**Work to complete:** Copy each line of the listing that includes "linecap".

**Provided data:**
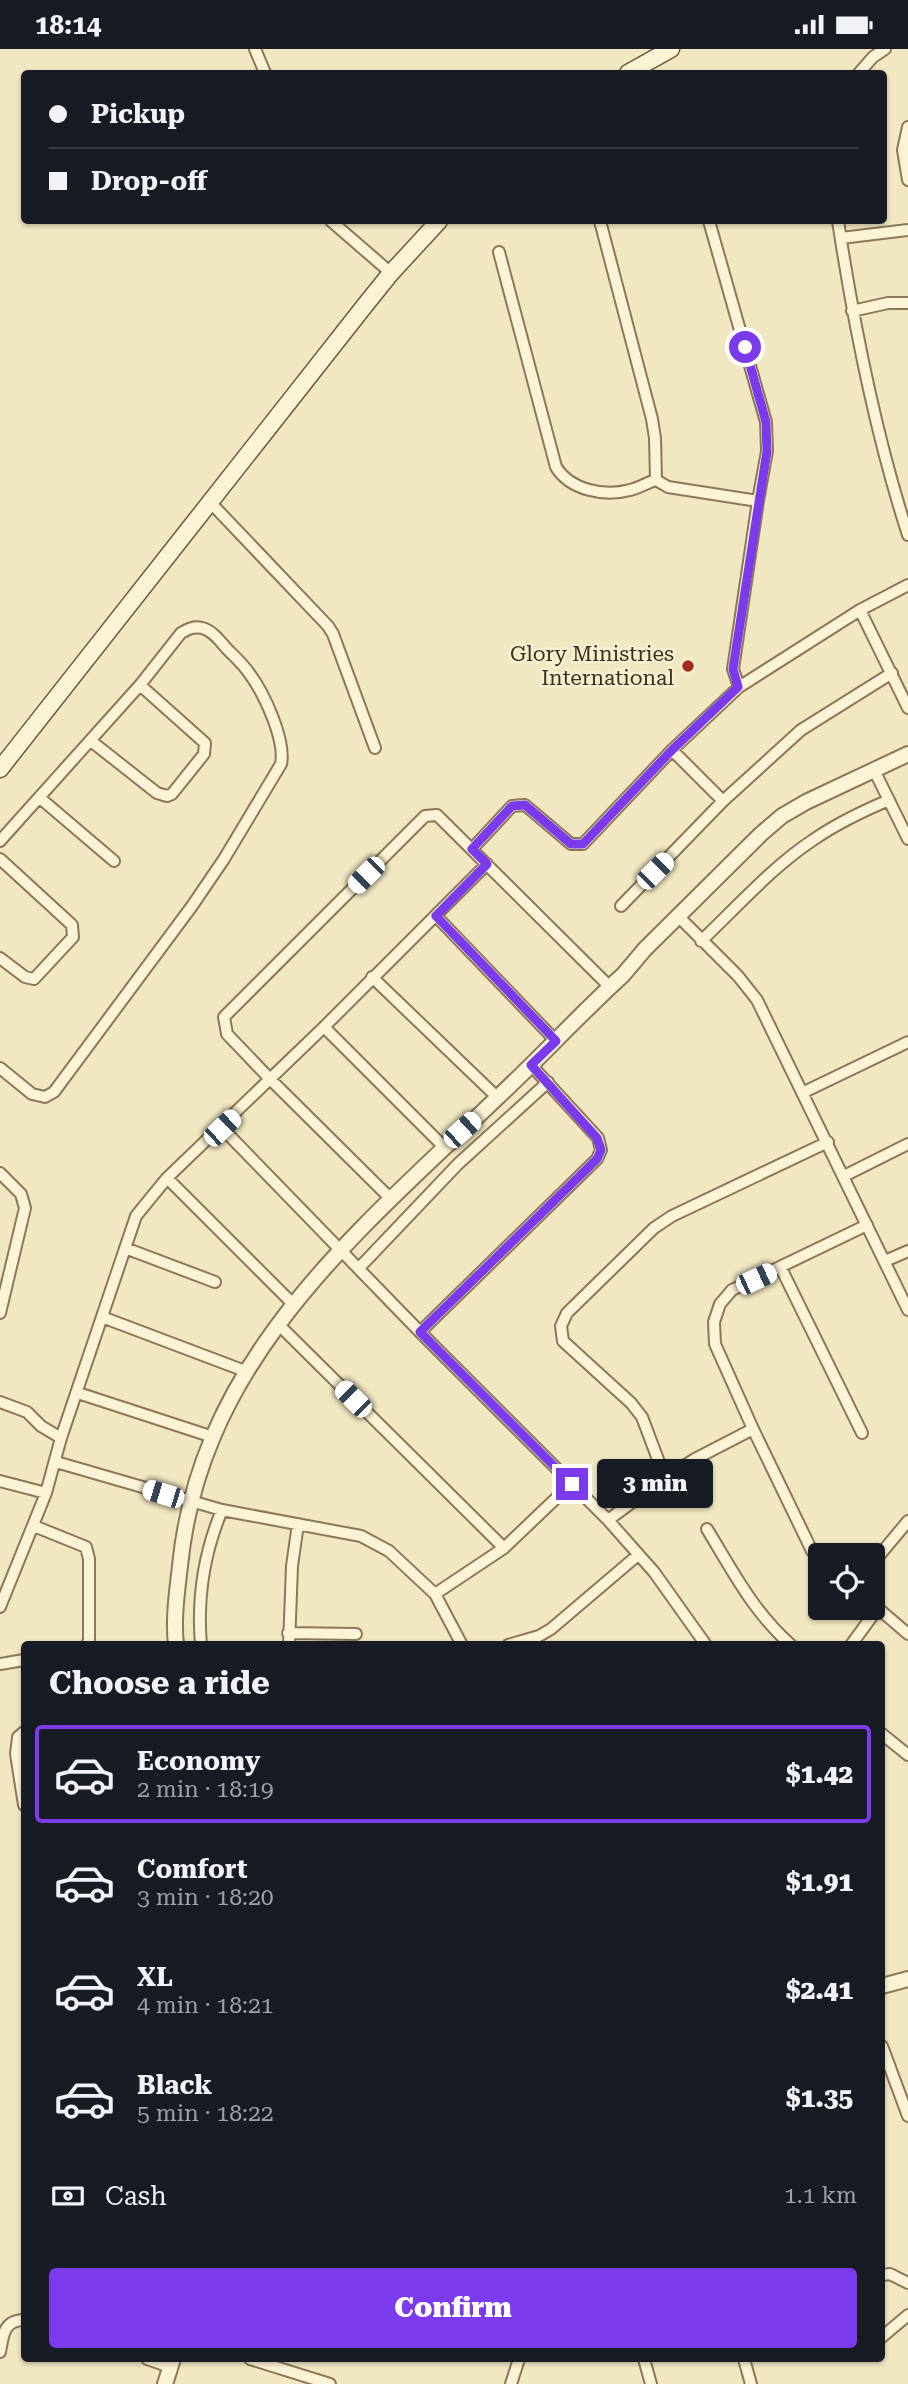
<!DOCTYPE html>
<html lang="en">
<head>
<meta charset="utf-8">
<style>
	:root { --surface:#171b24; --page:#242831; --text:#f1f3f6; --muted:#9ea1a6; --line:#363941; --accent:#7c3aed }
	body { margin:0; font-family:"Roboto Serif",serif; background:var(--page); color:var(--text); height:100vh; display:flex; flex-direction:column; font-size:26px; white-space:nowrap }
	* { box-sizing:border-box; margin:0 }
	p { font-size:23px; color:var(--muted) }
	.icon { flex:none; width:38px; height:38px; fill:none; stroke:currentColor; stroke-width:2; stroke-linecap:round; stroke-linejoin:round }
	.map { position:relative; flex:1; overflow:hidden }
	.drawer { position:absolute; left:21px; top:1592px; width:864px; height:721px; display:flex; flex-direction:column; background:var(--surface); border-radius:7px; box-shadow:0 2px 5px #0004 }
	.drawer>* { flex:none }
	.guide { position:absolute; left:21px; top:21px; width:866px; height:154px; border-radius:7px; box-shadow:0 2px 5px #0004; display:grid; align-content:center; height:154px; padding:0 28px; background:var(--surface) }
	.buttons { position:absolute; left:808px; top:1494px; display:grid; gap:14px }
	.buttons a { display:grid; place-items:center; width:77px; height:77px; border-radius:7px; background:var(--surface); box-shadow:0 2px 5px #0004; font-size:35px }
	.end { position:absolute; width:32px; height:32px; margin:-16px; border:9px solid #7c3aed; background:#fff; box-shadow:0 0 0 4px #fff }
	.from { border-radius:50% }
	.bubble { position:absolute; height:49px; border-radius:7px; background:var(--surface); box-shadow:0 2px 5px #0004; font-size:23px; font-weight:800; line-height:49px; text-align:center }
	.car { position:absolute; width:21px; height:42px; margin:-21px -10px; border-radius:9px; box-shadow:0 0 5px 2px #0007; background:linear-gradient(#fff 24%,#345 0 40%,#fff 0 76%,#345 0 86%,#fff 0) }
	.guide b { display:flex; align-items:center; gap:24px; height:66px; font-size:26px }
	.guide b+b { border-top:2px solid var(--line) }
	.guide i { width:18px; height:18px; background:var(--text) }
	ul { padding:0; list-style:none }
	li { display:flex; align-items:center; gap:21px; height:98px; margin:0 14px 10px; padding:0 14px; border:4px solid transparent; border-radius:7px }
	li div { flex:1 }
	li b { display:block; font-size:26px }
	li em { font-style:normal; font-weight:800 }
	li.on { border-color:var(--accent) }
	li>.icon { width:63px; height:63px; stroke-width:1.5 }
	h2 { padding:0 28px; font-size:32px; line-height:84px }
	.pay { display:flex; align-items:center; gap:18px; height:77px; padding:0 28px; font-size:26px }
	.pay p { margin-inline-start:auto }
	.primary-button { display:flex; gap:14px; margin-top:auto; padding:14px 28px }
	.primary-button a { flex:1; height:80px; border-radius:7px; background:var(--accent); color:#fff; font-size:28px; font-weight:800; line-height:80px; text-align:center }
	.status { display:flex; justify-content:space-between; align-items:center; height:49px; padding:0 35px; background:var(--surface); direction:ltr }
	.status svg { height:19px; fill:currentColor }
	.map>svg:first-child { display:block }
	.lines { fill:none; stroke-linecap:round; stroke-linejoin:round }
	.minor-casing { stroke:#8c7857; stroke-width:14 }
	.tertiary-casing { stroke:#8c7857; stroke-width:18 }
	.secondary-casing { stroke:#6e593a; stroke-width:19 }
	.minor { stroke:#fbf3d5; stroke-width:10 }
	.tertiary { stroke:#fbf3d5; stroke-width:14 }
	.secondary { stroke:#fbf3d5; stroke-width:16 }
	.route { stroke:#7c3aed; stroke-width:9 }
	.poi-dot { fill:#a02c22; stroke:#f8f0d1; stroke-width:2.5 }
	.labels { text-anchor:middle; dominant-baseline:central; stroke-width:5; stroke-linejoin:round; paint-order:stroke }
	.poi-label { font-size:21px; fill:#3b2e1c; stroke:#f8f0d1; text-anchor:end }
</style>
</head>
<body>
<div class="status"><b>18:14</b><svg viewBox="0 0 49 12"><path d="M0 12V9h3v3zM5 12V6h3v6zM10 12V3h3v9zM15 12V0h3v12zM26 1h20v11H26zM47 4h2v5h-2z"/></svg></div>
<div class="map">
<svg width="908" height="2335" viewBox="0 0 908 2335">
	<rect width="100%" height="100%" fill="#f1e7c1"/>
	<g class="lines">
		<g class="minor-casing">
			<path id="minor" d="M255 0 265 24
				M859 24 873 8 885 0
				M908 78 903 101 908 131
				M331 172 391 224
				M600 172 652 370 655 389 656 431 668 438 758 452
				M709 172 766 373 767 402 758 452 733 620 739 638
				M838 172C854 277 875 384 908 486
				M841 189 908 181
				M499 203 556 418C570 441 604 448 630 441 639 439 646 434 656 431
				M852 262 888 254H908
				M209 452 328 577 333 585 375 699
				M860 561 908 659
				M91 692 157 744 167 747 172 745 204 705 205 694 140 636
				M672 701 723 752
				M874 721 908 790
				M40 749 114 812
				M0 792 140 636 181 584C188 580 194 577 202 579 212 581 220 592 227 600 234 607 243 615 249 624 264 644 286 691 281 715L224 810 192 857 54 1043 45 1048 32 1045 0 1019
				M472 800 512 757 525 756 571 795H583L672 701 739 638 860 561 908 536
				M0 810 72 876 73 888 34 930 25 928 0 909
				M621 857 723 752 801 681 892 624
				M436 867 556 992
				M678 867 738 927 757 951 908 1261
				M701 892C737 858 772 818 813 791 836 775 863 762 889 751
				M372 928 498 1049
				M324 978 444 1098
				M802 1044 908 993
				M222 1079 420 1283 608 1471 654 1523 706 1596
				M0 1124 21 1145 25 1159 0 1264
				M844 1127 908 1095
				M167 1129 294 1256
				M390 1149 271 1031 227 985 224 968 425 767 437 766 610 938
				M125 1199 215 1233
				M885 1212 908 1202
				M359 1219 458 1115 548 1033
				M781 1219 862 1384
				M102 1268 245 1322
				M278 1275 504 1499
				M420 1283 597 1110 601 1101 598 1089 531 1016
				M78 1344 213 1388
				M0 1353 27 1363 41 1377 61 1389
				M56 1413 222 1461 361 1487 389 1502 435 1545 462 1596
				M665 1429 642 1368 631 1354 563 1292 561 1277 567 1264 654 1179 672 1167 828 1093
				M0 1432 46 1444
				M608 1471 665 1429 695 1410 753 1380
				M34 1477 86 1498 89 1510V1591L87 1596
				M707 1480C732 1521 754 1564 791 1596
				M821 1511 812 1502 753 1380 715 1295 714 1273 720 1255 732 1241 867 1176
				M873 1514 908 1472
				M435 1545 504 1499 571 1435
				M873 1555 908 1585
				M0 1558 46 1444 61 1389 136 1167 167 1129 324 978 487 815
				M288 1584 356 1585
				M201 1596C197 1550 204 1504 222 1461
				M289 1596 292 1517 298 1475
				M508 1596 539 1587 551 1580 638 1506
				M851 1596 878 1559
				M0 1615 24 1611
				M24 1683 18 1688 16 1705 24 1756
				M882 1685 908 1706
				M882 1997 908 2067
				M882 2226 890 2225 908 2234
				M882 2288 908 2266
				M0 2303C3 2286 4 2271 24 2271
				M147 2310 170 2318
				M250 2310 330 2335
				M644 2310 651 2335
				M744 2310 751 2335
				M511 2335 519 2310"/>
		</g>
		<g class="tertiary-casing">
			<path id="tertiary" d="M176 1596C173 1570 177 1543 180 1517 200 1310 358 1182 498 1048 541 1008 580 965 623 926L645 900 761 785 782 767 806 753 908 705
				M882 1937 908 1930
				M165 2335 173 2310"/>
		</g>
		<g class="secondary-casing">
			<path id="secondary" d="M628 24 671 0
				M0 720 366 255 391 224 439 172"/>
		</g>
		<use href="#minor" class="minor"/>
		<use href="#tertiary" class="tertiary"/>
		<use href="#secondary" class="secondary"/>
	</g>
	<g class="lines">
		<path class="route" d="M572 1435 420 1283 597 1110 601 1101 597 1089 531 1016 556 992 436 867 487 815 472 800 512 757 525 756 571 795H583L672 701 738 638 733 620 767 402 766 373 745 298"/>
	</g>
	<circle class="poi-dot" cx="688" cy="617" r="7"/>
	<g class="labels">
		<g class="poi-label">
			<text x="674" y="605">Glory Ministries<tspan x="674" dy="24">International</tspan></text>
		</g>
	</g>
</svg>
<div class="buttons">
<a><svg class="icon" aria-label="locate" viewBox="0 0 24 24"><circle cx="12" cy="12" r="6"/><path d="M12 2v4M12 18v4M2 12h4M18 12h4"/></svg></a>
</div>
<i class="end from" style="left:745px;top:298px"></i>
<i class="end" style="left:572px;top:1435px"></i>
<div class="bubble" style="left:597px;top:1410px;width:116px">3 min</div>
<i class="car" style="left:655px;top:822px;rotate:45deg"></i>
<i class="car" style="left:366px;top:826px;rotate:225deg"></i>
<i class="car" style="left:222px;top:1079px;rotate:46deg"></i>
<i class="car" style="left:462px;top:1081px;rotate:48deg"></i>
<i class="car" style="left:756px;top:1230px;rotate:65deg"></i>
<i class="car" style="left:353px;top:1350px;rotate:315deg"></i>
<i class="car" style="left:163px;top:1445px;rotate:287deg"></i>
<div class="guide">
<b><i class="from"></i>Pickup</b>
<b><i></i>Drop-off</b>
</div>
<section class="drawer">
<h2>Choose a ride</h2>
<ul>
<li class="on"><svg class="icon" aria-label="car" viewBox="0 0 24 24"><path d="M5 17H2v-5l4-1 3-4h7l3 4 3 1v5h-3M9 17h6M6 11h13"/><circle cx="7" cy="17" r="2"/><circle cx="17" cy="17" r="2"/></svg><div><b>Economy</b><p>2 min · 18:19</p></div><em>$1.42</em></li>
<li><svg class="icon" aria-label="car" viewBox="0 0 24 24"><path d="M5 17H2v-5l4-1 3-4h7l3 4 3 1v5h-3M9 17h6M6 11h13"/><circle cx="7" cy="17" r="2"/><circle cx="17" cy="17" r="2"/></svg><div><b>Comfort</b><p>3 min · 18:20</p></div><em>$1.91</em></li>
<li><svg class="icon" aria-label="car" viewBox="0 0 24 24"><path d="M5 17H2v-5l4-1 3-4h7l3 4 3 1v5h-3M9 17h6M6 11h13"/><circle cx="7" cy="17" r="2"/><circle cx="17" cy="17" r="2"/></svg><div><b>XL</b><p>4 min · 18:21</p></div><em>$2.41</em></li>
<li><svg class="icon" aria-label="car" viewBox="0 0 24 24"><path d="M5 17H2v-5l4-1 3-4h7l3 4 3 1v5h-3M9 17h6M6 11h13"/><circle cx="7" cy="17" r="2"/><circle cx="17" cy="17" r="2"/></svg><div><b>Black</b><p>5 min · 18:22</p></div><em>$1.35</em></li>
</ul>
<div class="pay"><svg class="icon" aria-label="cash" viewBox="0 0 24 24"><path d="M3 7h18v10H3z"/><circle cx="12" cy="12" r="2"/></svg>Cash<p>1.1 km</p></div>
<div class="primary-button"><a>Confirm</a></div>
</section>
</div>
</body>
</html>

**Exercise answer:**
	.icon { flex:none; width:38px; height:38px; fill:none; stroke:currentColor; stroke-width:2; stroke-linecap:round; stroke-linejoin:round }
	.lines { fill:none; stroke-linecap:round; stroke-linejoin:round }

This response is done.